Extremely high insurance costs – which can nearly double after learners have passed their driving test – are still prohibiting many young people from getting a car. The latest figures from the Department for Transport show that while 43 per cent of 17-to-20-year-olds held a full driving licence in 1995, this figure dropped to just 31 per cent in 2013.
While insurance cover used to drop in cost as learners passed their tests, advice groups are now warning young drivers to be aware that premiums may actually rise once they’ve gained a full driving licence.
An 18-year-old man driving a Ford Focus 1.6 and living in Hornchurch near Romford in Greater London would expect to pay around £1,790 for insurance when learning, says Endsleigh car insurance. However, this could jump to £3,240 once they’d passed their test, reports the Times.

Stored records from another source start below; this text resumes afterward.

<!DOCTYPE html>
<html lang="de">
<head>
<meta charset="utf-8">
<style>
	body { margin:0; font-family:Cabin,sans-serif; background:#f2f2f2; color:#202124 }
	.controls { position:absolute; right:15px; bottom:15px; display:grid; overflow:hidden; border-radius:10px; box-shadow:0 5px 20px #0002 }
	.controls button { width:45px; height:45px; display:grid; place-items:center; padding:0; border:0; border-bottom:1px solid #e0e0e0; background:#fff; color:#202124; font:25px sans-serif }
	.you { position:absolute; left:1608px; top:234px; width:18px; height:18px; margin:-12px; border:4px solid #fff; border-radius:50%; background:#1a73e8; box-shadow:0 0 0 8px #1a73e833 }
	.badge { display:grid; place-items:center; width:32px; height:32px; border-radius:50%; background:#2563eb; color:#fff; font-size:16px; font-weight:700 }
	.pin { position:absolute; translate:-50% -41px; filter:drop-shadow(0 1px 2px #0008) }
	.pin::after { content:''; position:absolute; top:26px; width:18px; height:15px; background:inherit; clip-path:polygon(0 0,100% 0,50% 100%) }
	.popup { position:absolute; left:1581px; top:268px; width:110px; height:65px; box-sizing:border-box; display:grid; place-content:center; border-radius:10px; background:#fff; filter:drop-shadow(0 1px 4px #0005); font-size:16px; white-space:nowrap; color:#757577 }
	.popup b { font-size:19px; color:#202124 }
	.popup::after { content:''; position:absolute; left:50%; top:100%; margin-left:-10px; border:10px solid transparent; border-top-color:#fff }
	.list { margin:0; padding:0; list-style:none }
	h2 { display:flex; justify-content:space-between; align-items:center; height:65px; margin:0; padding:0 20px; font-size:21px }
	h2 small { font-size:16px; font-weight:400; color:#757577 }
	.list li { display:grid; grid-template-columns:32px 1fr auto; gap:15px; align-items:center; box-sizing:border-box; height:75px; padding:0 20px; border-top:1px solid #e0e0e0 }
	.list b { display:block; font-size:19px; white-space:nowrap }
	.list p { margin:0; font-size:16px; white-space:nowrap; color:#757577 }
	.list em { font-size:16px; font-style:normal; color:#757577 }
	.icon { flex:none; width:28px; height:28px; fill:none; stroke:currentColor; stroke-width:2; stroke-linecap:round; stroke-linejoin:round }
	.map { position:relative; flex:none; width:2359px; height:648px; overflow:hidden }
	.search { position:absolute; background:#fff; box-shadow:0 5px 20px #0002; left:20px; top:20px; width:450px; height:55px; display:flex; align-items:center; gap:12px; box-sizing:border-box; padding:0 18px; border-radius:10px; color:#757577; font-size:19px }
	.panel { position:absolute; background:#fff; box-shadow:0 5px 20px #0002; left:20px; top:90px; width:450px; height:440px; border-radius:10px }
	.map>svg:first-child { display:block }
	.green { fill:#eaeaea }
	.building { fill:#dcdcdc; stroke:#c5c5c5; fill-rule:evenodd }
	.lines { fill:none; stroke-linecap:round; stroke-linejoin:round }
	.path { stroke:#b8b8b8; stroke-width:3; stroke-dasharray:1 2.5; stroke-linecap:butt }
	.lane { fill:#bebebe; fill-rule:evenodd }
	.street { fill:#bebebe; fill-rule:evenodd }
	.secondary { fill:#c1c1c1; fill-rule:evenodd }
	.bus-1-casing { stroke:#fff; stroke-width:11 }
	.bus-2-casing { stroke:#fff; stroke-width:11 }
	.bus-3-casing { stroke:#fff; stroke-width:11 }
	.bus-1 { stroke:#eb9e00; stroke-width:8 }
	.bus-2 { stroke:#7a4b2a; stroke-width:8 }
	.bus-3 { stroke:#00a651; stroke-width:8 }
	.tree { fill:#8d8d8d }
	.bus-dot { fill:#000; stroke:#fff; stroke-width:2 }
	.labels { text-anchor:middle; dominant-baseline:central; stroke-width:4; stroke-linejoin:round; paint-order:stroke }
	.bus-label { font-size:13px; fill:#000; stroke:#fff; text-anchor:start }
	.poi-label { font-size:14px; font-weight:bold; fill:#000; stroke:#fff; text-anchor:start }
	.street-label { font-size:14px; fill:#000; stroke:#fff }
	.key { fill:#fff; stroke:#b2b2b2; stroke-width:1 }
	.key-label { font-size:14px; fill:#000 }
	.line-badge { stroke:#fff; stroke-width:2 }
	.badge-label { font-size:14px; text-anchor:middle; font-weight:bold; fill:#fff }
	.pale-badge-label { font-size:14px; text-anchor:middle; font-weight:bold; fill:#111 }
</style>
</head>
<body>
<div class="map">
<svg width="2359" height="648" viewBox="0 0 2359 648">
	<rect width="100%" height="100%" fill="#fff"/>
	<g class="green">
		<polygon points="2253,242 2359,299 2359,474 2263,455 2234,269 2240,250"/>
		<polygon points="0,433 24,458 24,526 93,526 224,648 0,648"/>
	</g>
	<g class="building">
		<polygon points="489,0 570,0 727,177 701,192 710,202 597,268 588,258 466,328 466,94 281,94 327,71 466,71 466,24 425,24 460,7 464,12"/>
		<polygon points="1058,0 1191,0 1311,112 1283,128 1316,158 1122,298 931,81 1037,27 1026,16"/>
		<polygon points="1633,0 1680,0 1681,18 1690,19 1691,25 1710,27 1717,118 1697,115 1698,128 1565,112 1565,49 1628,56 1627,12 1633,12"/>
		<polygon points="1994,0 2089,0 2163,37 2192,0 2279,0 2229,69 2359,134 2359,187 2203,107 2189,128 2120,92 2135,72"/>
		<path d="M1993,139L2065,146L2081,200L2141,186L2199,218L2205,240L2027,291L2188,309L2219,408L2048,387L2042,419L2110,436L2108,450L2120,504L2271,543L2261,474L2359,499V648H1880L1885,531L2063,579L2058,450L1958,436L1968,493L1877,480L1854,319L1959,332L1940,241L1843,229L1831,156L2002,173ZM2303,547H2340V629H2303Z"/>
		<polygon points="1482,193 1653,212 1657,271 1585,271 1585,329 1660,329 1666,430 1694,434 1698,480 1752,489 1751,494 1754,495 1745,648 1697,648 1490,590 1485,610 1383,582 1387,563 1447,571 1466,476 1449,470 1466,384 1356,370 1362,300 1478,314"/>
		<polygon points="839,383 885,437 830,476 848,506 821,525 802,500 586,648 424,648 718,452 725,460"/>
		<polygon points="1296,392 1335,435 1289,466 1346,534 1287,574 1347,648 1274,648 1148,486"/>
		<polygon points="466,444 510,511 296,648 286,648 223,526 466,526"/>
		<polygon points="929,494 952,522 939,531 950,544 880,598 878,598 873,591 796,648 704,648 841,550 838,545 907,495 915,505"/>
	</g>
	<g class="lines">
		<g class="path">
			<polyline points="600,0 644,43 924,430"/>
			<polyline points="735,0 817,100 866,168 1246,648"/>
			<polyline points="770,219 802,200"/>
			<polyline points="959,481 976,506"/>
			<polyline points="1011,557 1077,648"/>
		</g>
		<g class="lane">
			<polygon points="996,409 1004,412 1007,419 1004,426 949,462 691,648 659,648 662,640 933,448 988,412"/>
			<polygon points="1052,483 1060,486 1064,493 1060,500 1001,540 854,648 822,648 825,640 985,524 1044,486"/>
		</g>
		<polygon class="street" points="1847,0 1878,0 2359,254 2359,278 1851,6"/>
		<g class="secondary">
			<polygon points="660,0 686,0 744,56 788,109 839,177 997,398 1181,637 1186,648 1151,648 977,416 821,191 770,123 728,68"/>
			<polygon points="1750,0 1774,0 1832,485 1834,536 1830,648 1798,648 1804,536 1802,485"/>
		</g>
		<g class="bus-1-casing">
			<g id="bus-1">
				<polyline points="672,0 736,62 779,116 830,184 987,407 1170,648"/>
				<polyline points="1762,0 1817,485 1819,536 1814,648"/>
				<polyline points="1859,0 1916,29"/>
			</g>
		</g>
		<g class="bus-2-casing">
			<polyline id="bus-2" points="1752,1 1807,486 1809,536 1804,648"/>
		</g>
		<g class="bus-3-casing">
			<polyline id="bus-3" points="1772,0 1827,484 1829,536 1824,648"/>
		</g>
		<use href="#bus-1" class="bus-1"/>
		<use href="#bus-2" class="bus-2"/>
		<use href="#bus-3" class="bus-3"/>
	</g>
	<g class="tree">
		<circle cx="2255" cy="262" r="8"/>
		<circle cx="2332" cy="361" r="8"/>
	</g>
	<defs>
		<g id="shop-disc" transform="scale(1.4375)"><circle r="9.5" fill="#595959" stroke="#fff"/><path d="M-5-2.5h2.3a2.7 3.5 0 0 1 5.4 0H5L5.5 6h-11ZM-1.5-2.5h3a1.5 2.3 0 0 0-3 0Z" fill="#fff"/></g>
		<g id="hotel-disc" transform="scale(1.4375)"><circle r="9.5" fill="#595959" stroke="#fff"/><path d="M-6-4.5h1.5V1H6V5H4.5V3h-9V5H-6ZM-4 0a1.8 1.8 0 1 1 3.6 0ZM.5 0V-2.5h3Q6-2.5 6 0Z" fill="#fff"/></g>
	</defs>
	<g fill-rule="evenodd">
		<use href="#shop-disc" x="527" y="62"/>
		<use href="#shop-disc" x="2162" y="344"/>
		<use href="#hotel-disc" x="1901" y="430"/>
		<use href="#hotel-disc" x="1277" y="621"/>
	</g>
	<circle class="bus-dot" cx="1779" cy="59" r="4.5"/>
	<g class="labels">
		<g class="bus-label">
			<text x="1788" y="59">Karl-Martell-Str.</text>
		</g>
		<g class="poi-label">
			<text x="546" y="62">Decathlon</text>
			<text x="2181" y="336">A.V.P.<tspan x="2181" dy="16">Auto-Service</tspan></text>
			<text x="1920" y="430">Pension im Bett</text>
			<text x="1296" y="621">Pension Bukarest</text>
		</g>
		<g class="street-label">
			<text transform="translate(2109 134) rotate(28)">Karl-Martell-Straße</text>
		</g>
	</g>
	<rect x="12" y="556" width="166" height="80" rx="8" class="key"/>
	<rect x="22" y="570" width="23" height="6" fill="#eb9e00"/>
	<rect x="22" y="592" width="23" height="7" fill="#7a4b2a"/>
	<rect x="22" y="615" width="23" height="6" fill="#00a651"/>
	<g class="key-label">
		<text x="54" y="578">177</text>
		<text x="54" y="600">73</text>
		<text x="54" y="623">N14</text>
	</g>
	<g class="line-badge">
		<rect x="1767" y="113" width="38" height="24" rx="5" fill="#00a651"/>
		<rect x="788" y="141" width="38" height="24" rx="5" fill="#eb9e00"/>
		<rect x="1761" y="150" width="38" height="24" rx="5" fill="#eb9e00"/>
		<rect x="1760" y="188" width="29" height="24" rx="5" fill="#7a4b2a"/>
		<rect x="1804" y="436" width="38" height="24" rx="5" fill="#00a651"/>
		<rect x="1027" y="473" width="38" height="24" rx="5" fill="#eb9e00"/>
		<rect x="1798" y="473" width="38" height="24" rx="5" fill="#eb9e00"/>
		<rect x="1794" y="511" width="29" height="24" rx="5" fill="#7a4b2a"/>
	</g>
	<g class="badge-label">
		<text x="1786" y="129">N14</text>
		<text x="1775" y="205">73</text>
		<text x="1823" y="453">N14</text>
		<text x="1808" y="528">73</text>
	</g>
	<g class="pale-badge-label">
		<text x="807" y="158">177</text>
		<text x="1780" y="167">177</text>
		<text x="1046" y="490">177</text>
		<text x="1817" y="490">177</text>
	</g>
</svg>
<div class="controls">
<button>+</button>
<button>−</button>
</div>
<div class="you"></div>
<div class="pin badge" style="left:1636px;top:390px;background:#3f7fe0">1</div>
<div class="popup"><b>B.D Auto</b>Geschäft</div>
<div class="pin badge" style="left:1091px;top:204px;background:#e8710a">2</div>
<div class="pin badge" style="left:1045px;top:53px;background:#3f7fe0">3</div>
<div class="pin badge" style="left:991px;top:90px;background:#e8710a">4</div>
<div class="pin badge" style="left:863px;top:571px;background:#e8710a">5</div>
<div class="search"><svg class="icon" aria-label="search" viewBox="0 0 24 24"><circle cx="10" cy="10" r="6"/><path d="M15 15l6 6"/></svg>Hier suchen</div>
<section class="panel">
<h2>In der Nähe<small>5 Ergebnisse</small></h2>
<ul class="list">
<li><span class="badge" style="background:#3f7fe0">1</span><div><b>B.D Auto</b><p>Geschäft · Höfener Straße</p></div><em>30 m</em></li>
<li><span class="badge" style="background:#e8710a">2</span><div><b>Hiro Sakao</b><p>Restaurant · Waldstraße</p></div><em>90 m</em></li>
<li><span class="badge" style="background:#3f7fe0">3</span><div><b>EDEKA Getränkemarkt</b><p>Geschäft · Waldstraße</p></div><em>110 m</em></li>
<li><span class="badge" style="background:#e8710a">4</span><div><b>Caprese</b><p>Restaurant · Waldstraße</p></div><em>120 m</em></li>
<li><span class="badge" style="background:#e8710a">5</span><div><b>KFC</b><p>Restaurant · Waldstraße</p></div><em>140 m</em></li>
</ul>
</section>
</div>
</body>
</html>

Young drivers need to be aware that there is a spike in the cost of cover once they have passed their test because insurers regard them as a bigger risk when they no longer have someone experienced sitting alongside them.
Unsurprisingly, many teenagers considering learning to drive cite the key issues being the sheer cost, with the need to pay for expensive driving lessons and having to buy a car and insurance. Insurers, however, argue that this reflects the increased likelihood of an unsupervised newly qualified driver having an accident than a learner driver.
Graeme Trudgill, from the British Insurance Brokers Association, said: “Young drivers need to be aware that there is a spike in the cost of cover once they have passed their test because insurers regard them as a bigger risk when they no longer have someone experienced sitting alongside them.”